Он то обрывался вдруг в холод тьмы, то вновь начинали в нем тлеть и вспыхивать последние образы этого мира, словно быстрые пробежки оранжевых искорок по почти невидимым пунктирным наметочкам Творца на первоначальных чертежных кружевцах дотлевающих вещей, вот-вот готовящихся превозмочь легкость воздуха бытия и невесомо взметнуться в…
Не так ли зимним вечером, когда посиживаем мы у родственного очага печи, костра или камина, отворотясь от враждебных вихрей вьюги и холодного равнодушия снегов, зачаровывают нас необъяснимой грустью… странным веселием сверхлегчайшего намека на существование чуда… музыкою, возвратившейся в сокровенное живое чрево первоначальной мертвой тишины… взметнувшиеся вдруг к иным мирам… искры гаснут на-а-а лету-у-у… души сгорев-их вещей – соломинок, хвоинок, листвы, веток, древес-ности, еще не стряхнувшие с себя пепел их черт от нежелания… проститься на ма-а-асту-у-у… с костром, который в тумане светит?…
Все слова всего языка уже покидали понемногу серое вещество Л.З., когда он уловил слабым слухом звук открываемой двери, затем откровенно громкие шаги людей, деревянный стук по паркетинам – волочили какую-то вещь – и, наконец, человеческие голоса.

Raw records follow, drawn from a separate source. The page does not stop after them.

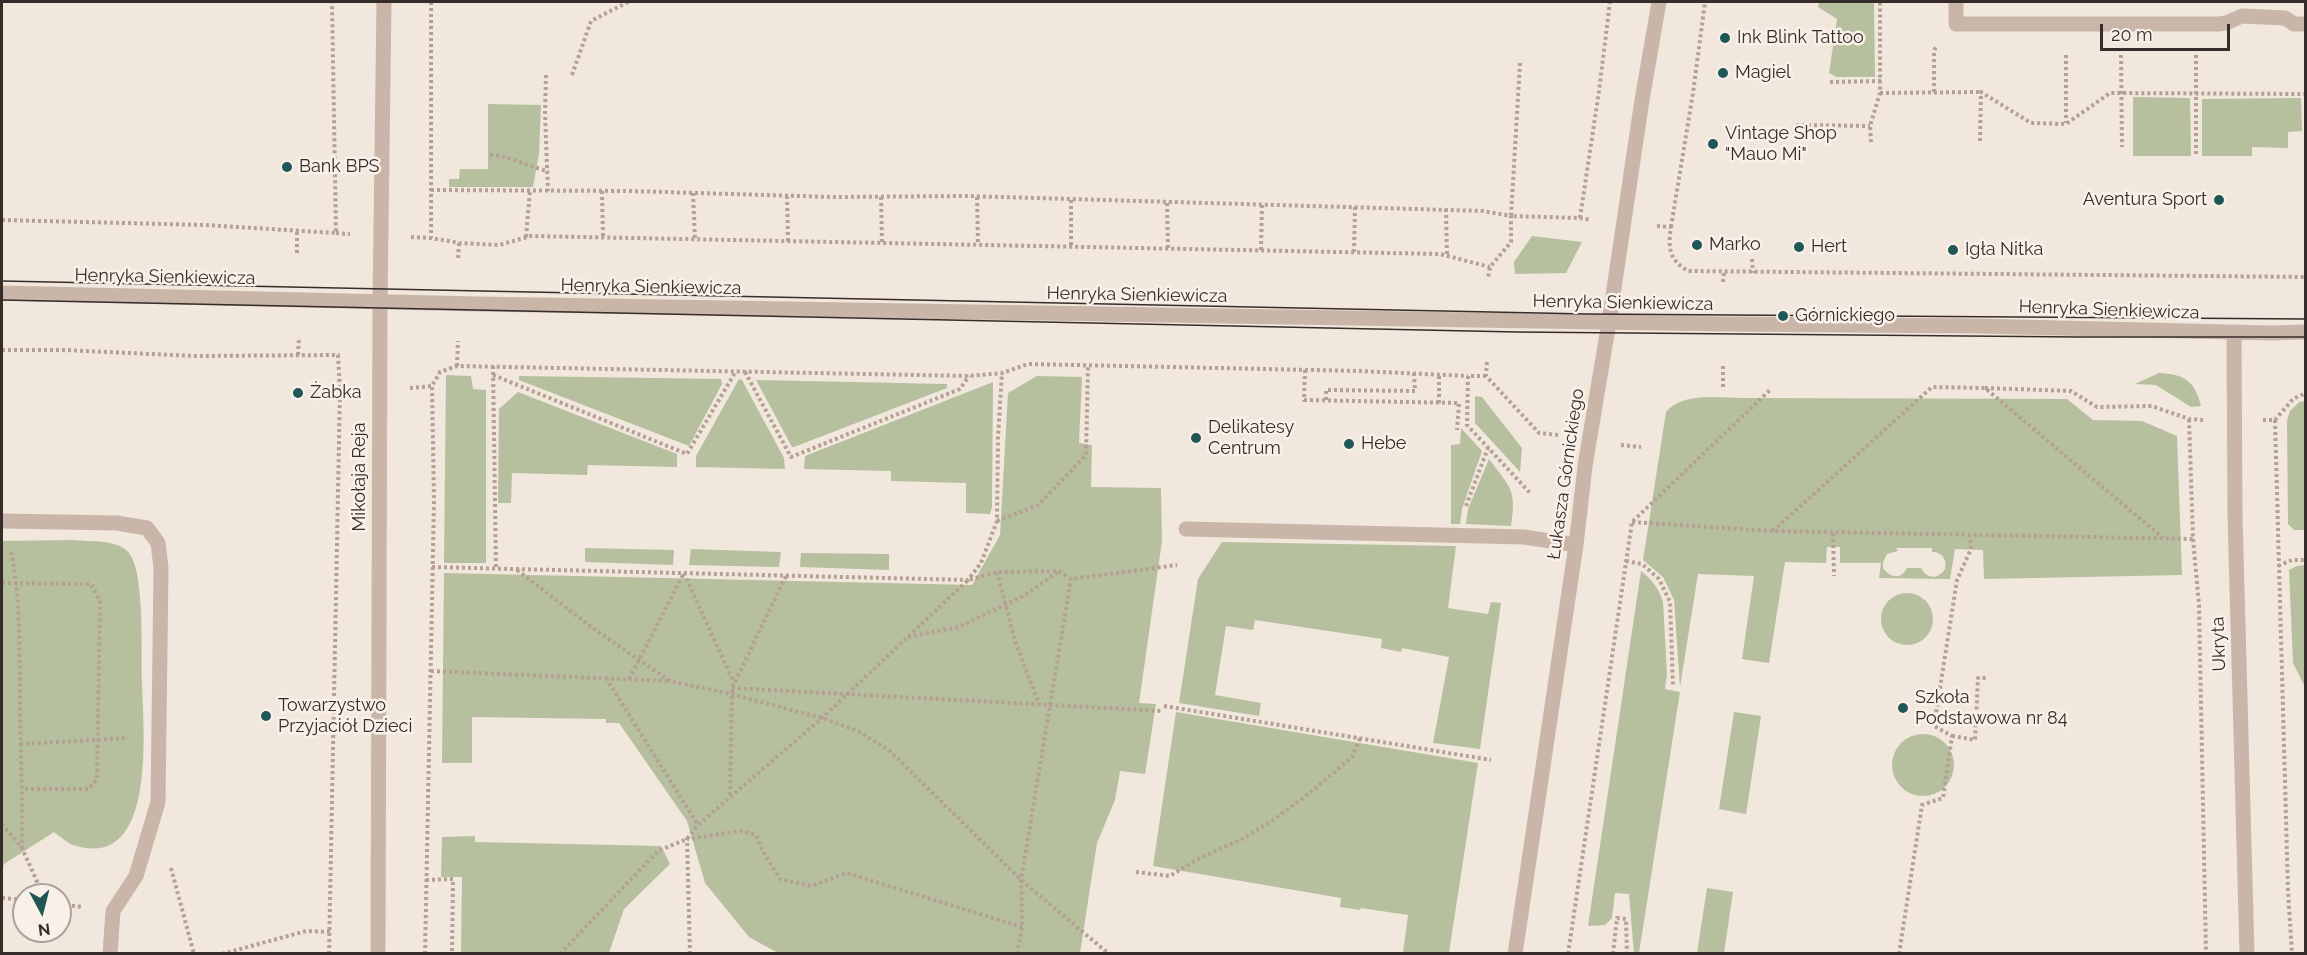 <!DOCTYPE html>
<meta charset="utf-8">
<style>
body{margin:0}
#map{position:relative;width:2307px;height:955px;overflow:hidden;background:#f1e7dd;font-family:Raleway,sans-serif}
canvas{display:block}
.frame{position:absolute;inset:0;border:3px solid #362c29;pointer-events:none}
.north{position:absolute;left:12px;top:883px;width:60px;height:60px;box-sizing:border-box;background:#f9f1e9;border:2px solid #aba29c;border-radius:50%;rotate:173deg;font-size:16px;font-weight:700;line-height:24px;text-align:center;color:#362c29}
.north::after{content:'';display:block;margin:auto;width:21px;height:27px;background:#205656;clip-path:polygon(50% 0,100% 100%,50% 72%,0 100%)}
.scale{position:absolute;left:2100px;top:24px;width:130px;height:27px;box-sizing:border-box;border:3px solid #362c29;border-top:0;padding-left:8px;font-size:18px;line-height:21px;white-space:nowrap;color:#362c29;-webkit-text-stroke:4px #f9f1e9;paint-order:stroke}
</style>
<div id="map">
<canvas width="2307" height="955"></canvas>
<div class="frame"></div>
<div class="north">N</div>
<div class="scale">20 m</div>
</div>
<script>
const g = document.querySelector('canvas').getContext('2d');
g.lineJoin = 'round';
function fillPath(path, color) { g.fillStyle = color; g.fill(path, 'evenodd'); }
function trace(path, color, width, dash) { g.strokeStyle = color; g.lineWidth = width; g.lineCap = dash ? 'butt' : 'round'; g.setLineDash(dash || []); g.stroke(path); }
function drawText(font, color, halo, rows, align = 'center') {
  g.font = font + ' Raleway,sans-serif'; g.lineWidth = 5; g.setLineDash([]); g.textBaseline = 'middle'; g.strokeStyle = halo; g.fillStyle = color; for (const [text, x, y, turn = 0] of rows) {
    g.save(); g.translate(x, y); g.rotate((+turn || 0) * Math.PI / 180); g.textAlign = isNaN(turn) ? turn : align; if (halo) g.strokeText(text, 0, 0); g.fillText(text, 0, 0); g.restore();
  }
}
fillPath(new Path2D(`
 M1819,2h55l1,75h-38l-8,-4 8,-54 -19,-12z
 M2133,97l57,1 1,58h-58z
 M2301,98l1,33 -14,1v16l-36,-1v9h-50v-57z
 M488,104l53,1 -2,49 -6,33h-84v-8h10l1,-10h28z
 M1532,236l50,6 -16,31 -51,1 -1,-12z
 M2159,373c25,1 36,8 42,33l-10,1 -35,-22 -21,-1z
 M446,375l25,1 2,13 13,1v173h-42z
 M519,376l202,3 1,5 -33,62 -170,-66z
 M1037,376l45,1 -3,66 13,2 -1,42 70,1 1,53 -23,162 17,1 -11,70 -25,-3 -5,29 -18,43 -17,110h-302l-29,-16 -44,-54 -18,-62 -68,-98h-13v-4l-134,-2v46h-30l2,-190 528,12 28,-50 8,-142z
 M739,379l3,1 42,78 1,11 -89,-2v-11z
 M756,380l191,4v4l-153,59h-2z
 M993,382l-1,125 -2,7 -24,-1v-30l-75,-2v-10l-87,-2 1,-13z
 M518,392l159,62v13l-89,-2 -1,10 -75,-2 -1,30h-13l1,-94z
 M1475,396l7,1 40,51 -2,24 -45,-49z
 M1746,398l321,1 26,21 49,1 35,15 5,139 -198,4 -1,-29 -28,-1 -5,30 -71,-1 2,-15h-41v-16h-13l-1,16 -41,-1 -16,101 -27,-4 12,-83 -56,-2 -18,113 -6,-87 -11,-23 -20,-17 23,-148c18,-21 55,-14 80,-14zM1896,548h36v4c11,0 15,8 13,17 -7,11 -18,10 -24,-1h-14c-6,12 -17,10 -24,0v-6l4,-8 11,-3z
 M2299,402l6,-1v129h-11l-6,-6 -1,-103 3,-10z
 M1461,428l21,23 -20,58 -2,15h-9v-79l9,-1z
 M1489,459c21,28 28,31 22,67l-45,-2 2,-15z
 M73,540c17,2 45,-1 56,13 16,19 12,103 13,130 1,46 16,190 -69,162 -6,-2 -13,-9 -19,-13l-50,32 -2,10v-333z
 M1222,542l234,4 -8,62 40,6 3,-12 10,1 -21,146 -47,-6 16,-86 -47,-9 -1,4 -20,-4 1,-9 -127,-19 -2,10 -27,-4 -11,69 46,8 -2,13 -80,-13 19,-124z
 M585,548l89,2 -1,15 -88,-3z
 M691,549l90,3 -2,15 -90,-2z
 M801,553l88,1v16l-89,-3z
 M2305,565h1l-1,122 -12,-24 -4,-93 8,-4z
 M1641,571c11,9 18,17 22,31l4,72 -2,15 15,3 -41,261 -5,1 -5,-60 -14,-1 -3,25 -7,7 -17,1z
 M1881 619a26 26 0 1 1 52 0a26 26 0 1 1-52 0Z
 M1176,712l302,51 -29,190h-46l5,-38 -47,-7 -1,2 -20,-3 1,-9 -188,-32z
 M1734,712l27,4 -15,98 -27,-5z
 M1892 765a31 31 0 1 1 62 0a31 31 0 1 1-62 0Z
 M475,836v6l186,4 9,18 -46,45 -15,44h-148l1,-76h-21l1,-40z
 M1707,888l26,4 -9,61h-27z`), '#b6c09e');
trace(new Path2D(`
 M431,2v236l28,5 40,2 32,-9 909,18 50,13
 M2066,55v68
 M2121,55l1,92
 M2196,55v101
 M1520,63l-9,153 69,2 11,2
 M546,75l-1,39 3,77
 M572,75l19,-54 37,-19
 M1830,82l51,-1
 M1934,92v-41l2,-5
 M1880,93l101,-1
 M1796,125l74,1
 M1980,141l1,-49 50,31 35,1 44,-31 196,1v7
 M1871,142l-1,-16 10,-33v-91
 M490,155c20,1 39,12 58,16
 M431,190l199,1 203,6 134,-1 516,15 28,5v26l-21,25 -2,11
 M602,191l1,46
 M693,193l2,46
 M787,196l1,45
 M881,197l1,46
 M977,197l1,48
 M1071,200v46
 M1167,203l1,46
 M1446,209l1,47
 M1580,218l19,-127 11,-89
 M2,220l203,5 131,8 -4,-231
 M1657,226l14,1c-3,21 -2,33 17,44l618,6
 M1671,227l22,-134 12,-91
 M297,232v22
 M336,233l14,1
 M411,237l20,1
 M526,237l4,-46
 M1261,250l1,-46
 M1354,252l1,-45
 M458,258l1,-15
 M1752,259l1,14
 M1723,282l1,-10
 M2,350h62l130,6 144,-1 2,35h9
 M298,355l1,-18
 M1487,362l-1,14 53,57 19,2
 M457,366l1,-25
 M493,366l3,203
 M1723,366v24
 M1305,370l-1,30 155,3 -2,27
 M745,372l46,85 169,-68 9,-13
 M493,375l194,79 49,-83
 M1486,376h-18l-1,49 64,69
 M410,388l22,-2 8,-14 17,-6 512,10 33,-3 26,-9 332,7 108,5
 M1985,388l86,3 26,16 55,-1 37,13 15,1
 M1326,400v-10l89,1 -1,-18
 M1439,403v-28
 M2263,420h12l18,-21 13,-6
 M2275,420l13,470 4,64
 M1621,445l20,2
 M1466,506l22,-58
 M997,521l41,-16 48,-50 2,-89
 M1632,522l141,9 420,8 -4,-120
 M1773,531l159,-144 53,1 178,150
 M1833,533l1,43
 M2193,539l6,66 7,349
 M11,552c10,47 8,96 9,143 0,51 3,102 2,153
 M1626,561l16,3 17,15 11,23 3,83
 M2278,566l14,-6h14
 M432,567l536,13 13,-17 16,-42 1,-84 4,-64
 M517,570l77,59 76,52 61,13 91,24 36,13 32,20 131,129 88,74
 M997,572l18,69 24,63
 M684,573l50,110
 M2,583l89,1 9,17 -3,178 -8,10h-66
 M908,637l51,-10 66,-32 34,-24
 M431,671l238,10
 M606,678l92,147
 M629,679l55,-106
 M732,688l431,23
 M1164,706l327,54
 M1952,736l23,4 3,-62h8
 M20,744l108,-6
 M730,795l2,-107 54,-112
 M2,824l20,24 21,47
 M171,868l23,86
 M1136,872l34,4 28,-17 44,-20 30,-18 40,-30 40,-34 8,-19
 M426,880l27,-1 -1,75
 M2,898l22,2
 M60,904l22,3
 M222,954l84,-23 24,1
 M329,954l11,-564
 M425,954l9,-454 -2,-114
 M560,954l98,-103 29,-12 11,-14 124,-107 146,-138 29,-8 62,-1 12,8 106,-14
 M690,954l-3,-115 53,-8 16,4 5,13 19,31 31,7 36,-13 175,54
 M1017,954l5,-27 -1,-47 50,-301
 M1568,954l64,-432 138,-132
 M1613,954l4,-36 9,1 1,35
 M1899,954l23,-149 21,-7 9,-62 -18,-10 23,-146 14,-31 -1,-13`), '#b5a094', 4, [3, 3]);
trace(new Path2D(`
 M1956,2v22h262l8,-1 16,-7 43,2 9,6h12
 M2,293l476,11 1245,20 253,2 295,7 35,-1
 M2234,333l1,183 12,438
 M2,521l115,2 30,5 11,15 3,25 -3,234 -22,74 -23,35 -3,43
 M1186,529l338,8 52,8
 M378,954l2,-652 4,-300
 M1515,954l61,-409 9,-79 24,-144 33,-222 17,-98`), '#c9b6a9', 15);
trace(new Path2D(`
 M2,281l1585,33 719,5
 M2,300l1515,32 562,5h227`), '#362c29', 1.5);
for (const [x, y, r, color] of [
 [1725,38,6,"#205656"],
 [1723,73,6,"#205656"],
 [1713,144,6,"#205656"],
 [287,167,6,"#205656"],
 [2219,200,6,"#205656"],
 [1697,245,6,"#205656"],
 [1799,247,6,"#205656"],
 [1953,250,6,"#205656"],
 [1783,316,6,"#205656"],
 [298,393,6,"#205656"],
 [1196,438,6,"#205656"],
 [1349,444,6,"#205656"],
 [1903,708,6,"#205656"],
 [266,716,6,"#205656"]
]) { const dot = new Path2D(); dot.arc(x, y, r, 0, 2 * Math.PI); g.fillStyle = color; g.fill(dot); trace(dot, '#f9f1e9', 2); }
drawText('18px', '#362c29', '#f9f1e9', [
 ["Ink Blink Tattoo",1737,38],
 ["Magiel",1735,73],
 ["Vintage Shop",1725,134],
 ["\"Mauo Mi\"",1725,155],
 ["Bank BPS",299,167],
 ["Aventura Sport",2207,200,"right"],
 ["Marko",1709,245],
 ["Hert",1811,247],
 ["Igła Nitka",1965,250],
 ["Górnickiego",1795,316],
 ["Żabka",310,393],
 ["Delikatesy",1208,428],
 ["Centrum",1208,449],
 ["Hebe",1361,444],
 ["Szkoła",1915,698],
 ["Podstawowa nr 84",1915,719],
 ["Towarzystwo",278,706],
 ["Przyjaciół Dzieci",278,727]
], 'left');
drawText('18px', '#362c29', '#f9f1e9', [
 ["Henryka Sienkiewicza",165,277,1],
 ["Henryka Sienkiewicza",651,287,1],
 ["Henryka Sienkiewicza",1137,295,1],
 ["Henryka Sienkiewicza",1623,303,1],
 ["Henryka Sienkiewicza",2109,310,2],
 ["Łukasza Górnickiego",1566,474,-82],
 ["Mikołaja Reja",360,477,-90],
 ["Ukryta",2219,644,-92]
]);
</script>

Они возникли не сразу и теперь приближались. Л.З. обмер от животворного волнения, такого же точно, какое охватывало его еще до налаженной работы памяти, в самом раннем младенчестве, когда звук человеческого голоса и бессмысленная его музыка обнадеживающе помогали новоявленному существу превозмочь начальный ужас существования.
Мы можем только догадываться о неописуемом нашем опыте отношения к этому ужасу – ужасу, несомненно, более испытывающему и мучительному, чем все страхи смерти, вместе взятые, и вся изощренная работа нашего воображения, с ними связанная, – если даже самой феноменальной человеческой памяти с замечательной строгостью возбранено как-либо прикасаться к реакции крошечного комочка жизни на встречу с судьбой существования, а заодно и на первые проникновения в него неотвратимого чувства времени…
Не в том ли милый, неуловимо-лукавый, нежно-заигрывающий смысл любого собрания звуков, то есть гармонии, равно как и звука одинокого, в первые наши дни нелегкого обвыкания с даром Жизни, что любые звуки кружатся, падают, трепещут, взвиваются, посиживают, перепархивают, носятся, словно птицы-ласточки, чайки, попугаи, воробушки, соколы, совы, журавли, синички, – одним словом, шастают любые звуки, пропадая и, к счастью, возникая вновь, как раз промеж устрашившим нас до ужаса бытием и вполне беззаботной вечностью.
И мы, того не замечая, всячески цепляемся за крылышки-перышки любых звуков, многократно взвиваемся вместе с ними и вместе с ними падаем многократно… удерживаемся до поры до времени от соблазна хватануть пошибче разноцветных пузырьков… ужасной прелести атмосферы бытия… Но вот – превозмогаем, наконец, не без помощи ангела-хранителя и, кстати, любимого нами оперения Его крыл, ни с чем не сравнимый – какая там кессонова болезнь! – перепад жизненных состояний.
И через какое-то время все звуки мира, лишаясь божественной свободы, попадают в плен либо к вещам, либо к явлениям и к живым тварям, не говоря уж о чудесном пленении звука словом, становятся звуки, на взгляд поверхностный, всего лишь рабскими свойствами всего их пленившего.